▶ _WHAT YOU NEED TO DO_: Read the listing below and copy out every line that holds "lines".
◇ ◇ ◇ ◇ ◇ ◇ ◇
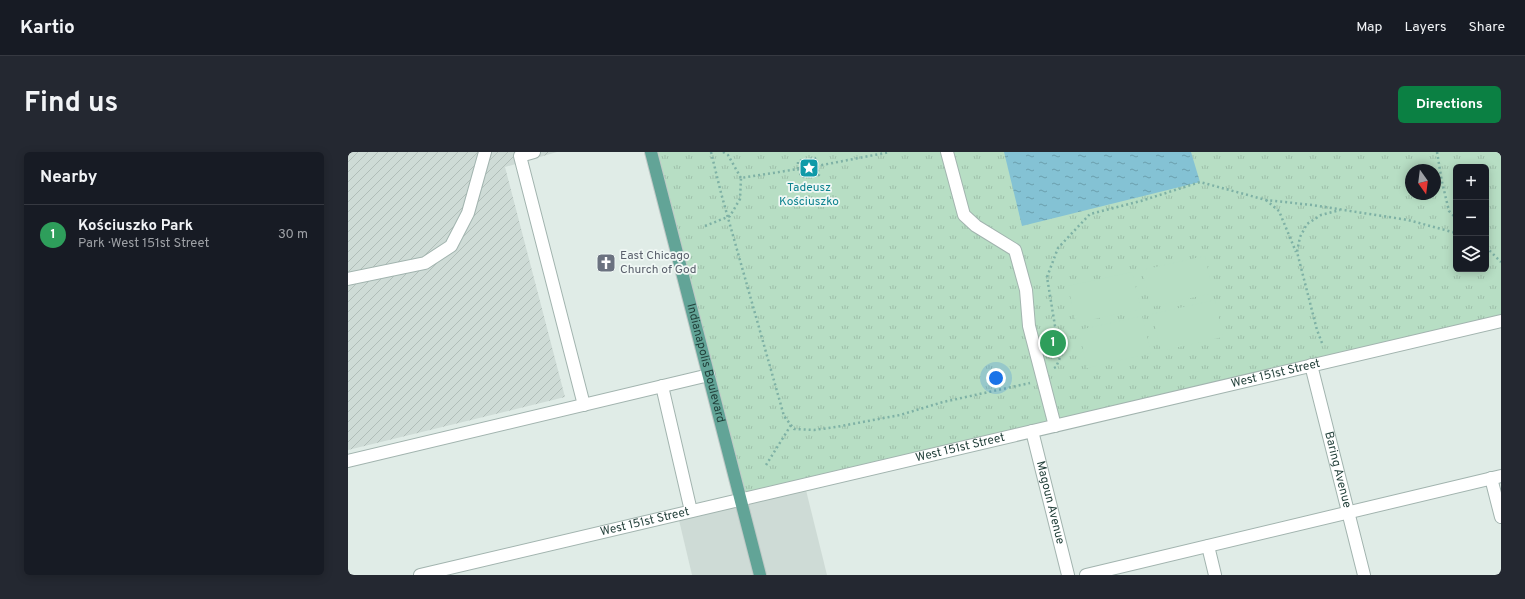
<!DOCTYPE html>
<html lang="en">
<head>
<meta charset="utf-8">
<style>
  body { margin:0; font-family:Overpass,sans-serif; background:#242831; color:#f1f3f6 }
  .controls { position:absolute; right:12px; top:12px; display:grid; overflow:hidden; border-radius:6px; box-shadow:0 2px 10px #0003 }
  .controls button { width:36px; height:36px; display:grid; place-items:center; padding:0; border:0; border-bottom:1px solid #363941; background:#171b24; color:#f1f3f6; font:20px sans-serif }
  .compass { position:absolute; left:1057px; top:12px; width:36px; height:36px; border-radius:50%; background:#171b24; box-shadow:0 2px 10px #0003; rotate:166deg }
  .you { position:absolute; left:648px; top:226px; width:14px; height:14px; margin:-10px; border:3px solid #fff; border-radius:50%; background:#1a73e8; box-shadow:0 0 0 6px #1a73e833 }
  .badge { display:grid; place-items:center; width:26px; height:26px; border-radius:50%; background:#0b8043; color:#fff; font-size:13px; font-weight:700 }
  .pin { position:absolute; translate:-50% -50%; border:2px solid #fff; box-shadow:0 1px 4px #0006 }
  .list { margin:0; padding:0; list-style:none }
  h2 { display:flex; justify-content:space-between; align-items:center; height:52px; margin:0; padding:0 16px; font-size:17px }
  h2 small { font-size:13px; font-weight:400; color:#9ea1a6 }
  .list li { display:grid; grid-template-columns:26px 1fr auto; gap:12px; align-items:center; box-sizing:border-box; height:60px; padding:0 16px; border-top:1px solid #363941 }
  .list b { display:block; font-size:15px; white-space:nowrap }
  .list p { margin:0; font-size:13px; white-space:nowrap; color:#9ea1a6 }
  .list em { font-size:13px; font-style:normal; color:#9ea1a6 }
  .icon { flex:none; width:22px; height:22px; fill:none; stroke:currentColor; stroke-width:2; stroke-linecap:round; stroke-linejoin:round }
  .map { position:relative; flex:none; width:1153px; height:423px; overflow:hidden; border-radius:6px }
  header { display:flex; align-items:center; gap:24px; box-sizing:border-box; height:56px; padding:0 20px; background:#171b24; border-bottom:1px solid #363941 }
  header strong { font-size:19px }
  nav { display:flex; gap:22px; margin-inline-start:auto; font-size:14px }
  .intro { display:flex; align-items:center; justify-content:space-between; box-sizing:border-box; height:96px; padding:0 24px }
  h1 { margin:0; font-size:28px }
  .button { padding:10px 18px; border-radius:6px; background:#0b8043; color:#fff; font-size:14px; font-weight:700 }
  main { display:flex; gap:24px; padding:0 24px }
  aside { flex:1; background:#171b24; border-radius:6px; box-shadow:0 2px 10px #0003 }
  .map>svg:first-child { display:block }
  .built { fill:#cedbd6 }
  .industrial { fill:url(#industrial-furrows) }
  .park { fill:url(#park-tufts); fill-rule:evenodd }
  .garden { fill:#b7dec4 }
  .water { fill:url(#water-ripples) }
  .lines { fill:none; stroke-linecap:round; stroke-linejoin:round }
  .minor-casing { stroke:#a2b4af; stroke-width:14 }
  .major-casing { stroke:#c0c9c7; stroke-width:14 }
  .path { stroke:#7eb1a5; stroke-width:2.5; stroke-dasharray:2 3; stroke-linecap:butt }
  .minor { stroke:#fff; stroke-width:12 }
  .major { stroke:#62a497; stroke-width:12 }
  .labels { text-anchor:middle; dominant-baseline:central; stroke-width:3.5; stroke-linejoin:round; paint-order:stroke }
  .culture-label { font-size:12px; fill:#0d838f; stroke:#f0f8f5 }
  .worship-label { font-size:12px; fill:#5b616d; stroke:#f0f8f5; text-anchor:start }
  .street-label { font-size:12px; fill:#1f3d37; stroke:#f0f8f5 }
</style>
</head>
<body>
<header>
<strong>Kartio</strong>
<nav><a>Map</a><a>Layers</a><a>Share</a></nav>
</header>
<div class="intro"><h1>Find us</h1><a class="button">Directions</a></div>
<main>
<aside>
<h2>Nearby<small></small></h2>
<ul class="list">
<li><span class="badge" style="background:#2e9e5b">1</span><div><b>Kościuszko Park</b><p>Park · West 151st Street</p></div><em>30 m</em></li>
</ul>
</aside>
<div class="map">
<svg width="1153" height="423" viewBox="0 0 1153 423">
  <defs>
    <pattern id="industrial-furrows" width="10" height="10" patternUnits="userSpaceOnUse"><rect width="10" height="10" fill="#cedbd6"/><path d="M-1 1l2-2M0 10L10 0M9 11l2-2" fill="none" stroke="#b0bdb8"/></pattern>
    <pattern id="park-tufts" width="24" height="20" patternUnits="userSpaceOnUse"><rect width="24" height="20" fill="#b7dec4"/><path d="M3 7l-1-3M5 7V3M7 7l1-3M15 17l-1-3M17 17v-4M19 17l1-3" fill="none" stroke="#9dbfa9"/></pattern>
    <pattern id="water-ripples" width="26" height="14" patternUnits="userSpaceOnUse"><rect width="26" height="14" fill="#84c2d4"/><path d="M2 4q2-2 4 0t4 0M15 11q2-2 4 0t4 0" fill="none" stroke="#6b9fad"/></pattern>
  </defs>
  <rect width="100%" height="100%" fill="#e0ece7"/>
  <g class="built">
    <polygon points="457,334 479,423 413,423 394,349"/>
    <polygon points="391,350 410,423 344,423 330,364"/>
  </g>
  <polygon class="industrial" points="0,0 209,0 157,15 217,245 0,298"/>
  <path class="park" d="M303,0H1153V169L393,347ZM1108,15H1138V117H1108ZM1063,18H1087V42H1063Z"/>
  <g class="garden">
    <polygon points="857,104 865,141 803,155 794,118"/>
    <polygon points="784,120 793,157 728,171 720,134"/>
    <polygon points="867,148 875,185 813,199 804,162"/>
    <polygon points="794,164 803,201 739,216 731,178"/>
  </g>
  <polygon class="water" points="656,0 843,0 852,30 674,74"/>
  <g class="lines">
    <g class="minor-casing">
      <g id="minor">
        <polyline points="186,0 172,4 236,253"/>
        <polyline points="599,0 616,63 628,74 667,98 678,138 681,174 707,274"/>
        <polyline points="0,127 77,111 103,94 120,61 137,0"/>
        <path id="s1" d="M963,213L1016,423"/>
        <polyline points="314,234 343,359"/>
        <path id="s2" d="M684,279L720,423"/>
        <polyline points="0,309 361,223"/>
        <polyline points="1143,326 1153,365"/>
        <polyline points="860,394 867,423"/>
        <path id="s3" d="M72,423L1153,169"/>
        <polyline points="738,423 1153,324"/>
      </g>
    </g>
    <g class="major-casing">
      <g id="major">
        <path id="s4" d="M303,0L412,423"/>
      </g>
    </g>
    <g class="path">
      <polyline points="363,0 373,41 436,264 446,277 466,278 488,275 552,263 595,250 682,231"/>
      <polyline points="375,0 380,3 393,26"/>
      <polyline points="1089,0 1094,30 1101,59 1108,66"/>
      <polyline points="450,17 450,9 467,6 469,14"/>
      <polyline points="918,48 931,59 948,100"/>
      <polyline points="357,74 382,64 392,47 393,26 450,17 454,25 471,23 469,14 542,0"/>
      <polyline points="1138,95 1153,110"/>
      <polyline points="974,191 969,178 949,100 952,85 959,72 973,63 992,58"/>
      <polyline points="706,216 708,215 714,201 707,174 699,125 710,96 742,62 793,49 852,30 918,48 964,53 1060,68 1108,81"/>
      <polyline points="418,313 443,273"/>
    </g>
    <use href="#minor" class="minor"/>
    <use href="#major" class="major"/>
  </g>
  <defs>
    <g id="sight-square" transform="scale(1)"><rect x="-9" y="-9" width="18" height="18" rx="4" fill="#0f9aa8" stroke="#f0f8f5"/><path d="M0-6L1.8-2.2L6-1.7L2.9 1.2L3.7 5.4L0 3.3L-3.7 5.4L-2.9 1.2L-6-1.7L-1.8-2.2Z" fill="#fff"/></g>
    <g id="church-square" transform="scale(1)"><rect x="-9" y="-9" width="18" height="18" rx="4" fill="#6b7280" stroke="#f0f8f5"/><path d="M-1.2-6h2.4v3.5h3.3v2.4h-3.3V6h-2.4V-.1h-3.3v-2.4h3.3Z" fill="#fff"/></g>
  </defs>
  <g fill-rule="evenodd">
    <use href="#sight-square" x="461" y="16"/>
    <use href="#church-square" x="258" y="111"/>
  </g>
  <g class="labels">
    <g class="culture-label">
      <text x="461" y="36">Tadeusz<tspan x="461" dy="14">Kościuszko</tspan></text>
    </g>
    <g class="worship-label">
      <text x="272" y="104">East Chicago<tspan x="272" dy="14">Church of God</tspan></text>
    </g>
    <g class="street-label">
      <text stroke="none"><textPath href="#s4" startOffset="218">Indianapolis Boulevard</textPath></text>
      <text stroke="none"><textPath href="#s3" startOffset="879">West 151st Street</textPath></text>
      <text stroke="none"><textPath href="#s3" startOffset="555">West 151st Street</textPath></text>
      <text stroke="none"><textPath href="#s1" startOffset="108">Baring Avenue</textPath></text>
      <text stroke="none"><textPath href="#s2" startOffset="74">Magoun Avenue</textPath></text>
      <text stroke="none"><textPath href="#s3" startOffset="231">West 151st Street</textPath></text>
    </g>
  </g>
</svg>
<div class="controls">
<button>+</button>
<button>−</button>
<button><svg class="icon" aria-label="layers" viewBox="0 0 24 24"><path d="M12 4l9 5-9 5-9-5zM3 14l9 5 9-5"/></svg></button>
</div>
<svg class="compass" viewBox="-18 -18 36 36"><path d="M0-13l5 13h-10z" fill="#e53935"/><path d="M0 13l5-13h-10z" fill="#9ea1a6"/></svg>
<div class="you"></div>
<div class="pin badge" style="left:705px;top:191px;background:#2e9e5b">1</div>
</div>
</main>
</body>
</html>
◇ ◇ ◇ ◇ ◇ ◇ ◇
▶ _RESULT OF THIS TASK_:
  .lines { fill:none; stroke-linecap:round; stroke-linejoin:round }
  <g class="lines">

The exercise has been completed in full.